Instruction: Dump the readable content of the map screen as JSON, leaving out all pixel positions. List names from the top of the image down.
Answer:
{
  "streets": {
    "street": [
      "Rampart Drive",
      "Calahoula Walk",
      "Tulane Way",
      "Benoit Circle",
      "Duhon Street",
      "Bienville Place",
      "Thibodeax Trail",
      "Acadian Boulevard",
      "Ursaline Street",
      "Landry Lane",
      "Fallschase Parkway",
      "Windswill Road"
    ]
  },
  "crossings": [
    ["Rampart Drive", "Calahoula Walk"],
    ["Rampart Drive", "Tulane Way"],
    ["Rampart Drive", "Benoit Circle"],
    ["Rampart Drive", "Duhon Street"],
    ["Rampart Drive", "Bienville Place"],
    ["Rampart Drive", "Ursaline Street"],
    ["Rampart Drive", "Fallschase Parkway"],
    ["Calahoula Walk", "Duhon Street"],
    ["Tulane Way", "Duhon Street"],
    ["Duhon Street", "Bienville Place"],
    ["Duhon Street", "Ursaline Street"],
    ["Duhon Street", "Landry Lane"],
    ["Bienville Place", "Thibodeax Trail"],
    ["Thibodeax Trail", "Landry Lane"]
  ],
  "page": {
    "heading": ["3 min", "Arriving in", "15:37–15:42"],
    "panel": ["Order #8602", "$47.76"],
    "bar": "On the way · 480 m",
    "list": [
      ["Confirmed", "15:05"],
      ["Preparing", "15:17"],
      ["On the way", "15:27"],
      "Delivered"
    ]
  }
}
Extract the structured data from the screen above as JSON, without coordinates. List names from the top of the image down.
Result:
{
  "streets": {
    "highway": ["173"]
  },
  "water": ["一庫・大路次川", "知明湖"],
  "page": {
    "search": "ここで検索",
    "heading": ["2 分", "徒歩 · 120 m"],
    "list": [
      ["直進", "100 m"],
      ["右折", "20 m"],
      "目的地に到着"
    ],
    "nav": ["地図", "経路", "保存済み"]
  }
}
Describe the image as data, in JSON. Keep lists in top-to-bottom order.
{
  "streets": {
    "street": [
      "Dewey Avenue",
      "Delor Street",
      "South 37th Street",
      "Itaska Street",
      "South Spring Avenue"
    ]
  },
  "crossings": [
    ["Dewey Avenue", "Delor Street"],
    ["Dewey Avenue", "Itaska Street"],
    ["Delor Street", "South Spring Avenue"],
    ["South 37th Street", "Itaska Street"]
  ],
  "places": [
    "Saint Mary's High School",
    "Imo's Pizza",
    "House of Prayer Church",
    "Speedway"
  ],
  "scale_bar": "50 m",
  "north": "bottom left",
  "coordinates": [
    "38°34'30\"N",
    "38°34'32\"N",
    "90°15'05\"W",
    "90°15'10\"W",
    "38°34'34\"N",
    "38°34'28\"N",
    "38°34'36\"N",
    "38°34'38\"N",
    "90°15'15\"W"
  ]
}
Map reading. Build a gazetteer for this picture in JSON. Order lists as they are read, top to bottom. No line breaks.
■ ■ ■ ■
Each record above should be retyped in full, exactly as shown.

Instruction: Dump the readable content of the map screen as JSON, leaving out all pixel positions. List names from the top of the image down.
Answer:
{
  "streets": {
    "street": [
      "Rampart Drive",
      "Calahoula Walk",
      "Tulane Way",
      "Benoit Circle",
      "Duhon Street",
      "Bienville Place",
      "Thibodeax Trail",
      "Acadian Boulevard",
      "Ursaline Street",
      "Landry Lane",
      "Fallschase Parkway",
      "Windswill Road"
    ]
  },
  "crossings": [
    ["Rampart Drive", "Calahoula Walk"],
    ["Rampart Drive", "Tulane Way"],
    ["Rampart Drive", "Benoit Circle"],
    ["Rampart Drive", "Duhon Street"],
    ["Rampart Drive", "Bienville Place"],
    ["Rampart Drive", "Ursaline Street"],
    ["Rampart Drive", "Fallschase Parkway"],
    ["Calahoula Walk", "Duhon Street"],
    ["Tulane Way", "Duhon Street"],
    ["Duhon Street", "Bienville Place"],
    ["Duhon Street", "Ursaline Street"],
    ["Duhon Street", "Landry Lane"],
    ["Bienville Place", "Thibodeax Trail"],
    ["Thibodeax Trail", "Landry Lane"]
  ],
  "page": {
    "heading": ["3 min", "Arriving in", "15:37–15:42"],
    "panel": ["Order #8602", "$47.76"],
    "bar": "On the way · 480 m",
    "list": [
      ["Confirmed", "15:05"],
      ["Preparing", "15:17"],
      ["On the way", "15:27"],
      "Delivered"
    ]
  }
}
Extract the structured data from the screen above as JSON, without coordinates. List names from the top of the image down.
Result:
{
  "streets": {
    "highway": ["173"]
  },
  "water": ["一庫・大路次川", "知明湖"],
  "page": {
    "search": "ここで検索",
    "heading": ["2 分", "徒歩 · 120 m"],
    "list": [
      ["直進", "100 m"],
      ["右折", "20 m"],
      "目的地に到着"
    ],
    "nav": ["地図", "経路", "保存済み"]
  }
}
Describe the image as data, in JSON. Keep lists in top-to-bottom order.
{
  "streets": {
    "street": [
      "Dewey Avenue",
      "Delor Street",
      "South 37th Street",
      "Itaska Street",
      "South Spring Avenue"
    ]
  },
  "crossings": [
    ["Dewey Avenue", "Delor Street"],
    ["Dewey Avenue", "Itaska Street"],
    ["Delor Street", "South Spring Avenue"],
    ["South 37th Street", "Itaska Street"]
  ],
  "places": [
    "Saint Mary's High School",
    "Imo's Pizza",
    "House of Prayer Church",
    "Speedway"
  ],
  "scale_bar": "50 m",
  "north": "bottom left",
  "coordinates": [
    "38°34'30\"N",
    "38°34'32\"N",
    "90°15'05\"W",
    "90°15'10\"W",
    "38°34'34\"N",
    "38°34'28\"N",
    "38°34'36\"N",
    "38°34'38\"N",
    "90°15'15\"W"
  ]
}
Map reading. Build a gazetteer for this picture in JSON. Order lists as they are read, top to bottom. No line breaks.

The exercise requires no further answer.